166
kendisini ne tanırım ne ederim, sözlükte de yazılarını falan takip etmişliğim yoktur diye bir bilgilendirme verme ihtiyacı hissettim öncelikle...
sky türk tv de 22 mayıs 2012 de yayınlanan "şimdiki zaman" programına konuk olmuş ve bir araştırmacı ve tarihçi olarak 3 temmuz olaylarına ışık tutmaya çalışmış bugün izlediğim kadarıyla. keşke daha önceden haberim olsaydı da zamanında canlı canlı izleyebilseydim kendisini ve daha o günden yazsaydım şu yazacaklarımı, ama geç olsun güç olmasın...

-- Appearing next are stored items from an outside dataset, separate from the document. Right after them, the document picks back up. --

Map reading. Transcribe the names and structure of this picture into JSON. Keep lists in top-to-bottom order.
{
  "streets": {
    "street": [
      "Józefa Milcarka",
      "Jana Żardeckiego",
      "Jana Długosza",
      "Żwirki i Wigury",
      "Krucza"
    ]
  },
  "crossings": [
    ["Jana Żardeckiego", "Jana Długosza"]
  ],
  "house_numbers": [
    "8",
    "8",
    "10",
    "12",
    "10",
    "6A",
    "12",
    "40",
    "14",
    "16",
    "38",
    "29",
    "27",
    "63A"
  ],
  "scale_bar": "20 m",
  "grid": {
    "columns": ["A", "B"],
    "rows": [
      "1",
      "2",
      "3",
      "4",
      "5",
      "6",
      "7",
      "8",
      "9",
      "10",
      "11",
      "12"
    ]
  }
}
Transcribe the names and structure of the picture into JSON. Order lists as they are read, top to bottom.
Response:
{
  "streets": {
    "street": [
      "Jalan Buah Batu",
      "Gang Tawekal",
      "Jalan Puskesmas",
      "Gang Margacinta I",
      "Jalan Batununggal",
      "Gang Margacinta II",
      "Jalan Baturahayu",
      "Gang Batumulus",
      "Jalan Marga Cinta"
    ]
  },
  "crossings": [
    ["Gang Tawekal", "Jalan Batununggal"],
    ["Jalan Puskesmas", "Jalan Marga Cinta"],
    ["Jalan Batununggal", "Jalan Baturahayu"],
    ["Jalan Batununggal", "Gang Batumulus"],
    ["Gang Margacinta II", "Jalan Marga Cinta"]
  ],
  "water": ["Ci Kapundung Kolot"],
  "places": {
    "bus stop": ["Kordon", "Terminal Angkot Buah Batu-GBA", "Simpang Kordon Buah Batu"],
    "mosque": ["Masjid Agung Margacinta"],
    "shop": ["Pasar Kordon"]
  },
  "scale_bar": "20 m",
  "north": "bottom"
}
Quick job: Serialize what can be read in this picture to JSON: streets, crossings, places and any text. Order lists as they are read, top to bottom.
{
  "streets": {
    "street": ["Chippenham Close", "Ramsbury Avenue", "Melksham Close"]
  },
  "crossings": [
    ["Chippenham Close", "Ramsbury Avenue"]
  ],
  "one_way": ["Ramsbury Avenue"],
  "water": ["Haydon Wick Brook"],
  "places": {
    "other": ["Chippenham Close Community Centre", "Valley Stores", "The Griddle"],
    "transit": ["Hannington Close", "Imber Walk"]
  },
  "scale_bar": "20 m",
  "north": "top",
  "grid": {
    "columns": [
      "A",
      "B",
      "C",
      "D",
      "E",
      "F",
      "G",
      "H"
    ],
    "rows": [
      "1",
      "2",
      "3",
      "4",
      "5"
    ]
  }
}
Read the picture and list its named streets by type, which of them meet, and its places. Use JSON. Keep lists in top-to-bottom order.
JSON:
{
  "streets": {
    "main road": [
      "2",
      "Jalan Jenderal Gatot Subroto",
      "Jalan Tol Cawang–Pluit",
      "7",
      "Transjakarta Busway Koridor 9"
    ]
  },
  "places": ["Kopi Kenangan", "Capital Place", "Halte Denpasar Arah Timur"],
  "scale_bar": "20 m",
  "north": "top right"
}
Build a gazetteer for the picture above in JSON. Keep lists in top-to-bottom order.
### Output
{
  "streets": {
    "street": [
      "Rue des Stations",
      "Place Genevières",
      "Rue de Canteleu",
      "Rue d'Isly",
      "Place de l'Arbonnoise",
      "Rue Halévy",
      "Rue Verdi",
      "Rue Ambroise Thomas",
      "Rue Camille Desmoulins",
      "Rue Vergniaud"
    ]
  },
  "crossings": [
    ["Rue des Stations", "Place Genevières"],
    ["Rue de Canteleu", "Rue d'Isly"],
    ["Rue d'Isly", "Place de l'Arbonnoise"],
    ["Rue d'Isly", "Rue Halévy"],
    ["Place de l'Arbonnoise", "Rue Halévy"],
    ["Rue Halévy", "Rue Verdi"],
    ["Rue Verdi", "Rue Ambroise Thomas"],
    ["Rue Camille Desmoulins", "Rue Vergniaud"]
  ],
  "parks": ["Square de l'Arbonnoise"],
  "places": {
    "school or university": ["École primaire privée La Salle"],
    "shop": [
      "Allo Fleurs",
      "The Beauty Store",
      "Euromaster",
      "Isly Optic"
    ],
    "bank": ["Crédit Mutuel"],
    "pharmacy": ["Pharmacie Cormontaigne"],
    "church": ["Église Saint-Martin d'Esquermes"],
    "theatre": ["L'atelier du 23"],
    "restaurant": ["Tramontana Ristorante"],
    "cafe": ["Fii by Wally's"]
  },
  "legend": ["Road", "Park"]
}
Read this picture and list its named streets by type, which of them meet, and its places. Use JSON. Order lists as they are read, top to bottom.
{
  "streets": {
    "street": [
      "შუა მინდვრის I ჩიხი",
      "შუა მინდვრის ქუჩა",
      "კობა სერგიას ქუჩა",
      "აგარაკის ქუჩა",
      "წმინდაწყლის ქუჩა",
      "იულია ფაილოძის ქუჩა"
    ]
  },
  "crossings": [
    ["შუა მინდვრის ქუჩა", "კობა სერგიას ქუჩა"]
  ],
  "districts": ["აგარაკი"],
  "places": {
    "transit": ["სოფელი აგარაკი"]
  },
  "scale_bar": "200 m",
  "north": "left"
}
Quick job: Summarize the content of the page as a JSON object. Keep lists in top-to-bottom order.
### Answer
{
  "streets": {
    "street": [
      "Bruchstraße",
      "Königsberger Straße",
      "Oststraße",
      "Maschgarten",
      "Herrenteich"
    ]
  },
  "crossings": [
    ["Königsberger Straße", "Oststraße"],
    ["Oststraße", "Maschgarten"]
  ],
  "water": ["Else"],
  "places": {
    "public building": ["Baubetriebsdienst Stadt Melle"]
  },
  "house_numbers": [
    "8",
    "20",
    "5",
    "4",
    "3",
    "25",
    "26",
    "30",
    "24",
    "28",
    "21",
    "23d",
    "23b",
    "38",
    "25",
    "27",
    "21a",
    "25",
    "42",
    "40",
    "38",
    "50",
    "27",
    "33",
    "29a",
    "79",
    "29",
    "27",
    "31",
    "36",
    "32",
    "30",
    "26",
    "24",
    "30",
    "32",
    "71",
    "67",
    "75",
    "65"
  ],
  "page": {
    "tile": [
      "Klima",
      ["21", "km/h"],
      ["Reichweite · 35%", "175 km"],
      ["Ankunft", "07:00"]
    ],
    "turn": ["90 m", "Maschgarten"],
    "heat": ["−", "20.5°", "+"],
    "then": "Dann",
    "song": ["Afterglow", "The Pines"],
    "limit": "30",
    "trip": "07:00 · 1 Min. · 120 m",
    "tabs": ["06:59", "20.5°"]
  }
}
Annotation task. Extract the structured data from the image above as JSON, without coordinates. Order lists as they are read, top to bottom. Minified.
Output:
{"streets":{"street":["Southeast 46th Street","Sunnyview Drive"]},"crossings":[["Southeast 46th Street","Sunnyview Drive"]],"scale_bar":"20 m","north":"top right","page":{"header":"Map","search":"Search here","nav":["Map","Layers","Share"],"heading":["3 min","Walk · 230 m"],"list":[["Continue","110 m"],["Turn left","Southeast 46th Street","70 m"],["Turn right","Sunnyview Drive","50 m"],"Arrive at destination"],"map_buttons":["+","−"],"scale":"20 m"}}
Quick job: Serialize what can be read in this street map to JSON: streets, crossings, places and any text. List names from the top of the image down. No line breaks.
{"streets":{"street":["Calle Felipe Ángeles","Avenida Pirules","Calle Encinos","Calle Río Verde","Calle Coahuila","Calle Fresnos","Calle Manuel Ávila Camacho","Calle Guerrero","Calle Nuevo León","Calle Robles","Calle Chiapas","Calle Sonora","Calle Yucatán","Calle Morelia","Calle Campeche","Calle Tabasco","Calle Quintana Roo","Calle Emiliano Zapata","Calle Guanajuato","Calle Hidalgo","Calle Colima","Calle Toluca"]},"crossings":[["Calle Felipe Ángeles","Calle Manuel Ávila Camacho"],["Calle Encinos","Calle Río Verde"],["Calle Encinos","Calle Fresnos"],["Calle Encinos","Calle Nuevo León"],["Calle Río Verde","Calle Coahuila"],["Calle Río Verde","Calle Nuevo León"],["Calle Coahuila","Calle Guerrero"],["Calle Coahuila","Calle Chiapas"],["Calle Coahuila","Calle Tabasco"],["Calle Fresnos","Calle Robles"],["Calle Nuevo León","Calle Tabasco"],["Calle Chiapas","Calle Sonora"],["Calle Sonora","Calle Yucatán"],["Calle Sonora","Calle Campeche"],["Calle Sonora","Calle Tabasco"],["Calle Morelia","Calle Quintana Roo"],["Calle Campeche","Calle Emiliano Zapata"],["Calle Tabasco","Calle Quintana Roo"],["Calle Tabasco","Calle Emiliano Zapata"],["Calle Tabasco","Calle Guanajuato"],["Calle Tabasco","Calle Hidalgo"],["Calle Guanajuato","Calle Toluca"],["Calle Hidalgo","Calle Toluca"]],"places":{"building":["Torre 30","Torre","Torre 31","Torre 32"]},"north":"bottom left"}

katıldığı söyleşide özellikle dikkatimi çekti ki kendisi bir beyefendi, hani şu zamanında hep beraber sportif başarısızlıklar yüzünden tef e koyup eleştirdiğimiz merhum özhan canaydın gibi bir beyefendi... konuştukları, üslubu, tavırları ve anladığım kadarıyla türkiye kulüpler tarihi konusundaki bilgisiyle duayen olarak adlandırabileceğimiz birisiymiş kendisi... ancak altını çizmekte fayda görüyorum, bir galatasaray beyefendisi değil, gerçek anlamıyla bir beyefendi... galatasaray beyefendisi kavramı alp yalman ile kapanalı yıllar oldu çünkü...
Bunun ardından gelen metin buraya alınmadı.